• What is required:
Beginning with the line that contains "M946 663 952 389 955 346 959 0", return every line down to the last one in the material below, exactly and with no others.

• Data under study:

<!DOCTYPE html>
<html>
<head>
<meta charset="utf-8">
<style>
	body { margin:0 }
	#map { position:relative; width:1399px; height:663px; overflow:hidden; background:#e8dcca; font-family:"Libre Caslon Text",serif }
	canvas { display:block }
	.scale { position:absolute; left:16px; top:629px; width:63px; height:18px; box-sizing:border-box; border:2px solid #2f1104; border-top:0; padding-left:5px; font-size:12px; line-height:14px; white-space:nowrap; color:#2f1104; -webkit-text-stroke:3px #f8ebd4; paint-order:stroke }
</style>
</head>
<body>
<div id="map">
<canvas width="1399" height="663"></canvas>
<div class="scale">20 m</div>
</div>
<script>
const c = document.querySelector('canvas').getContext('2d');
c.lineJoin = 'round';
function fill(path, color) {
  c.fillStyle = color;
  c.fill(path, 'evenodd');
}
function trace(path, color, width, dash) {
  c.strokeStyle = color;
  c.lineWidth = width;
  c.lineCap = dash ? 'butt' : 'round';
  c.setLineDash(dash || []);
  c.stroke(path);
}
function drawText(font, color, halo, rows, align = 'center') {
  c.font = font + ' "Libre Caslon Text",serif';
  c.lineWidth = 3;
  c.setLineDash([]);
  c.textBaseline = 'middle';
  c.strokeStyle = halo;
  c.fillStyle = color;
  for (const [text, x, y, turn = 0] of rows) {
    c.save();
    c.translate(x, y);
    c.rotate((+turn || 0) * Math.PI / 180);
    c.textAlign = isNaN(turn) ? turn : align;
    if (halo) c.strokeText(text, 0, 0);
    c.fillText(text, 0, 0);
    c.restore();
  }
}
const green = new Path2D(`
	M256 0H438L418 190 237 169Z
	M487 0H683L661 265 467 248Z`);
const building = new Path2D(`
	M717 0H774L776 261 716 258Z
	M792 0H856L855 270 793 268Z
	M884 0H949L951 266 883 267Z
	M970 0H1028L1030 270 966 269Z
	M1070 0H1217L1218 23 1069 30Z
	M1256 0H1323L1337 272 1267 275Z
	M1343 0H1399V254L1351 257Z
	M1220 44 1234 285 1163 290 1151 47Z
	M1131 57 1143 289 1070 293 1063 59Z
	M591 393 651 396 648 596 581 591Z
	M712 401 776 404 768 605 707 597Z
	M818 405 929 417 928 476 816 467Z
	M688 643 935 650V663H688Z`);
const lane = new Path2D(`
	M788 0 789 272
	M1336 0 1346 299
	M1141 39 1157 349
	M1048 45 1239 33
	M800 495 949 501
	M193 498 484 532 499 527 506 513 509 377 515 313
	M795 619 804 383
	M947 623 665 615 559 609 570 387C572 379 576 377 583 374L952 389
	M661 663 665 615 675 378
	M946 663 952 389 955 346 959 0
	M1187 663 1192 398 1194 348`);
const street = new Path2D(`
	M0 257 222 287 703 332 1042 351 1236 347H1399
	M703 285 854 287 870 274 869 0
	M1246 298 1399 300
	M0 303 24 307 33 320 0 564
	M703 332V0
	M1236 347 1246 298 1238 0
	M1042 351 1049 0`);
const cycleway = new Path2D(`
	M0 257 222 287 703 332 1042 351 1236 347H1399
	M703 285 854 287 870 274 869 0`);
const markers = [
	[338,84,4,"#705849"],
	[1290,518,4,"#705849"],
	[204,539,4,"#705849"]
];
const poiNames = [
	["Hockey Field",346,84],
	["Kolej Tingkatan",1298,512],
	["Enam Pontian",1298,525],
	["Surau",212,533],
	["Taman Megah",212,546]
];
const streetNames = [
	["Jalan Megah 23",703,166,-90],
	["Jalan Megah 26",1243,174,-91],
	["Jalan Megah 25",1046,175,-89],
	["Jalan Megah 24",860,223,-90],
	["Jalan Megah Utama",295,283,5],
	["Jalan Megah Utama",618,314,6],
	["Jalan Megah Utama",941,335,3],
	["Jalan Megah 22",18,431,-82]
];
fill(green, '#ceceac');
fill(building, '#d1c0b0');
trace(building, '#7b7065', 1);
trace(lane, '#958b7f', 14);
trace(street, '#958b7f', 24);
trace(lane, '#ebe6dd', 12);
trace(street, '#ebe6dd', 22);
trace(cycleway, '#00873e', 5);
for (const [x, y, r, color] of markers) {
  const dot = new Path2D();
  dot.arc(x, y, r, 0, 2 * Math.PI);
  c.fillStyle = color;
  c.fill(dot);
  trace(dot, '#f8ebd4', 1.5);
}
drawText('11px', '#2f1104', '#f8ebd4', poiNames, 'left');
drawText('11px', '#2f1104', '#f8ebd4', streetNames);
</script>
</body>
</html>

• Response area:
	M946 663 952 389 955 346 959 0
	M1187 663 1192 398 1194 348`);
const street = new Path2D(`
	M0 257 222 287 703 332 1042 351 1236 347H1399
	M703 285 854 287 870 274 869 0
	M1246 298 1399 300
	M0 303 24 307 33 320 0 564
	M703 332V0
	M1236 347 1246 298 1238 0
	M1042 351 1049 0`);
const cycleway = new Path2D(`
	M0 257 222 287 703 332 1042 351 1236 347H1399
	M703 285 854 287 870 274 869 0`);
const markers = [
	[338,84,4,"#705849"],
	[1290,518,4,"#705849"],
	[204,539,4,"#705849"]
];
const poiNames = [
	["Hockey Field",346,84],
	["Kolej Tingkatan",1298,512],
	["Enam Pontian",1298,525],
	["Surau",212,533],
	["Taman Megah",212,546]
];
const streetNames = [
	["Jalan Megah 23",703,166,-90],
	["Jalan Megah 26",1243,174,-91],
	["Jalan Megah 25",1046,175,-89],
	["Jalan Megah 24",860,223,-90],
	["Jalan Megah Utama",295,283,5],
	["Jalan Megah Utama",618,314,6],
	["Jalan Megah Utama",941,335,3],
	["Jalan Megah 22",18,431,-82]
];
fill(green, '#ceceac');
fill(building, '#d1c0b0');
trace(building, '#7b7065', 1);
trace(lane, '#958b7f', 14);
trace(street, '#958b7f', 24);
trace(lane, '#ebe6dd', 12);
trace(street, '#ebe6dd', 22);
trace(cycleway, '#00873e', 5);
for (const [x, y, r, color] of markers) {
  const dot = new Path2D();
  dot.arc(x, y, r, 0, 2 * Math.PI);
  c.fillStyle = color;
  c.fill(dot);
  trace(dot, '#f8ebd4', 1.5);
}
drawText('11px', '#2f1104', '#f8ebd4', poiNames, 'left');
drawText('11px', '#2f1104', '#f8ebd4', streetNames);
</script>
</body>
</html>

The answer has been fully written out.